At more than two hundred square miles, the city in its entirety was large enough to serve as a bed for Nerea, if she so chose. Of course, she had much more fascinating and possibly stimulating plans for the city within the safe confines of this bizarre chemically-drunken dream.

“Marcus definitely knows how to put someone on a trip,” Nerea giggled.

She twisted her pinky against the corner of her lip. With her opposite hand, she waved in wide, shadowy arcs over as much of the land as she could reach. It was a joy watching the geometry of darkness shaped by her fingers casting through the concrete valleys and gleaming urban canyons. There wasn’t a thing anyone down there, existent or not, could do to stop her from stealing their light.

“All right, little Chicagoans,” Nerea declared loudly.
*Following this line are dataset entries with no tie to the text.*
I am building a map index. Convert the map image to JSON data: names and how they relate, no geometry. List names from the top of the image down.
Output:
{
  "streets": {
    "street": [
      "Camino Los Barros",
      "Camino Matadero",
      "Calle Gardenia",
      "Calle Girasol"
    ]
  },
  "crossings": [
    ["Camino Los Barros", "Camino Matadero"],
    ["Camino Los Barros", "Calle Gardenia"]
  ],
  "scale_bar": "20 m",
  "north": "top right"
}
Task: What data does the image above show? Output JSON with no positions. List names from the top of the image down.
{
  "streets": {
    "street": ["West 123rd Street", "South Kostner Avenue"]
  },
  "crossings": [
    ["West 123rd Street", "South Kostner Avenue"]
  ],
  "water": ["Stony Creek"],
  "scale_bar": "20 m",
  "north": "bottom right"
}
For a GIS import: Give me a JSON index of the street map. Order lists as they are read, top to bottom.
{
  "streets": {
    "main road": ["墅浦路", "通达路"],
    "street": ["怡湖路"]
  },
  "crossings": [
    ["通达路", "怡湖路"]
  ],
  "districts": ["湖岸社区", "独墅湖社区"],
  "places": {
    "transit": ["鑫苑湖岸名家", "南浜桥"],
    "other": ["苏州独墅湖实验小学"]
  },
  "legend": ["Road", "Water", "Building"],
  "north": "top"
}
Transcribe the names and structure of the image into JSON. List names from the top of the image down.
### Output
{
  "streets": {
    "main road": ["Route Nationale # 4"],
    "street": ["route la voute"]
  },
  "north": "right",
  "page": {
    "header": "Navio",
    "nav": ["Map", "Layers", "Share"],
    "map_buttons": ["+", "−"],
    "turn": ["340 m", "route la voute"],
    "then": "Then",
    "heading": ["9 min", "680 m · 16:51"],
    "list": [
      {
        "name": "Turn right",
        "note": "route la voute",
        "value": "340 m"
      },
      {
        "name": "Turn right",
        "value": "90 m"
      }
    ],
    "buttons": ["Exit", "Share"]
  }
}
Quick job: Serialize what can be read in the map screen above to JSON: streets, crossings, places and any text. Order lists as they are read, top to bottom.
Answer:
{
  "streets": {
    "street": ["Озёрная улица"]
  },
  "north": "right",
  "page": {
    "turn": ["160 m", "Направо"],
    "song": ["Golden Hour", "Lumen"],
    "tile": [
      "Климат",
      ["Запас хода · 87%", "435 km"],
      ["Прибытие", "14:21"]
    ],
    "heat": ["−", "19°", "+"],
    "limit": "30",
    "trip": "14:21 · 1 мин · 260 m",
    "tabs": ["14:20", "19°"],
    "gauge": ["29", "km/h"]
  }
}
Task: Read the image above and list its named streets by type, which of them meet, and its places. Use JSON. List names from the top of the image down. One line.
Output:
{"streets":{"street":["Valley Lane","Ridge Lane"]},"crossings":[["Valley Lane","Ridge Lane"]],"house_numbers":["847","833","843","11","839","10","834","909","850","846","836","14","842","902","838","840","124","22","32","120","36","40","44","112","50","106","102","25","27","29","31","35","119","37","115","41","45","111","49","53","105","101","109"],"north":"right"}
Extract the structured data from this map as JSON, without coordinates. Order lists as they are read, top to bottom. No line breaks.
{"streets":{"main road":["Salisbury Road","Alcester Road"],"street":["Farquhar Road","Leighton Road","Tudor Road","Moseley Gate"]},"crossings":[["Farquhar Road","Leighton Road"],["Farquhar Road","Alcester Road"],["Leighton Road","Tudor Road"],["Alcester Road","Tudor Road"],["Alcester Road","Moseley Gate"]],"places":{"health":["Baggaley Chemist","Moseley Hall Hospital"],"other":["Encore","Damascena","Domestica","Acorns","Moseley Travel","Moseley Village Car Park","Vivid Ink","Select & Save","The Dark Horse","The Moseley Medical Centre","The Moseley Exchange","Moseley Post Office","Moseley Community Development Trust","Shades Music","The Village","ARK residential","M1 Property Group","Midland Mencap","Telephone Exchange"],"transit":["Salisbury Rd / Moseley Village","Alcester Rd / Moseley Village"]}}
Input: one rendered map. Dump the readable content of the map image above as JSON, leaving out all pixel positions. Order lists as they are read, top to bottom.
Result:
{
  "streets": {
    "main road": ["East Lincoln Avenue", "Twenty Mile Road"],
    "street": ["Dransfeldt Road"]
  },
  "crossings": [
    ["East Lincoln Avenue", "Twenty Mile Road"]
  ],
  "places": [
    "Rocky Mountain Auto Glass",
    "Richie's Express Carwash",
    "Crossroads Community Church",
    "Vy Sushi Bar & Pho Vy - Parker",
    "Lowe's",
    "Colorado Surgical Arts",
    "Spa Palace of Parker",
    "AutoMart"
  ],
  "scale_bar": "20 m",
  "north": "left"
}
Her voice echoed through every street and side alley of downtown. “Today we’re going to try something a little… odd. An experiment, if you will. I don’t know if it’s going to work or not, but I do know that I’m dying to find out. I’m sure you’ll be… dying… to find out, too.”

Recalling bygone days as a child helping her mother in the kitchen lay cookie batter on the tray, Nerea channeled every ounce of delicacy a thirty-mile girl could muster. Scooping both hands, upturned to the sky, the girl eased her fingernails beneath the coastline of Chicago. With a little needling, she easily forced her fingers through the rocky foundations which held the city aloft. Once she had some momentum going through her driving fingers and tensed forearms, the hardy earth beneath yielded to her fingers as easily as old styrofoam.

The entire city quaked, but in particular, those few square miles on the bay unlucky enough to exist above Nerea’s digging hands looked ready to crumble there and then. Wincing, the girl was nervous she’d topple the entire metropolis before she even got a chance to try her idea. However, by steadying her fingers and flattening her palms as broad as possible under the slabs of quavering city, Nerea found it was possible to preserve most of it, even if a building or two tumbled down.

In short order, Nerea felt the weight of the two chunks of city in her hands softening, meaning the pieces were almost separated from the rest of the silver landscape. With a little more effort, she would actually be able to hold two distinct slices of Chicago in her own hands.

Nerea gritted her teeth and redoubled her efforts. In the panicked streets, she noticed throngs of crumb-sized humanity gathering. They would’ve been difficult to make out individually, but as there were now literally hundreds of living things pouring out to the ground to get a sight of their beautiful damnation, Nerea had no trouble seeing them.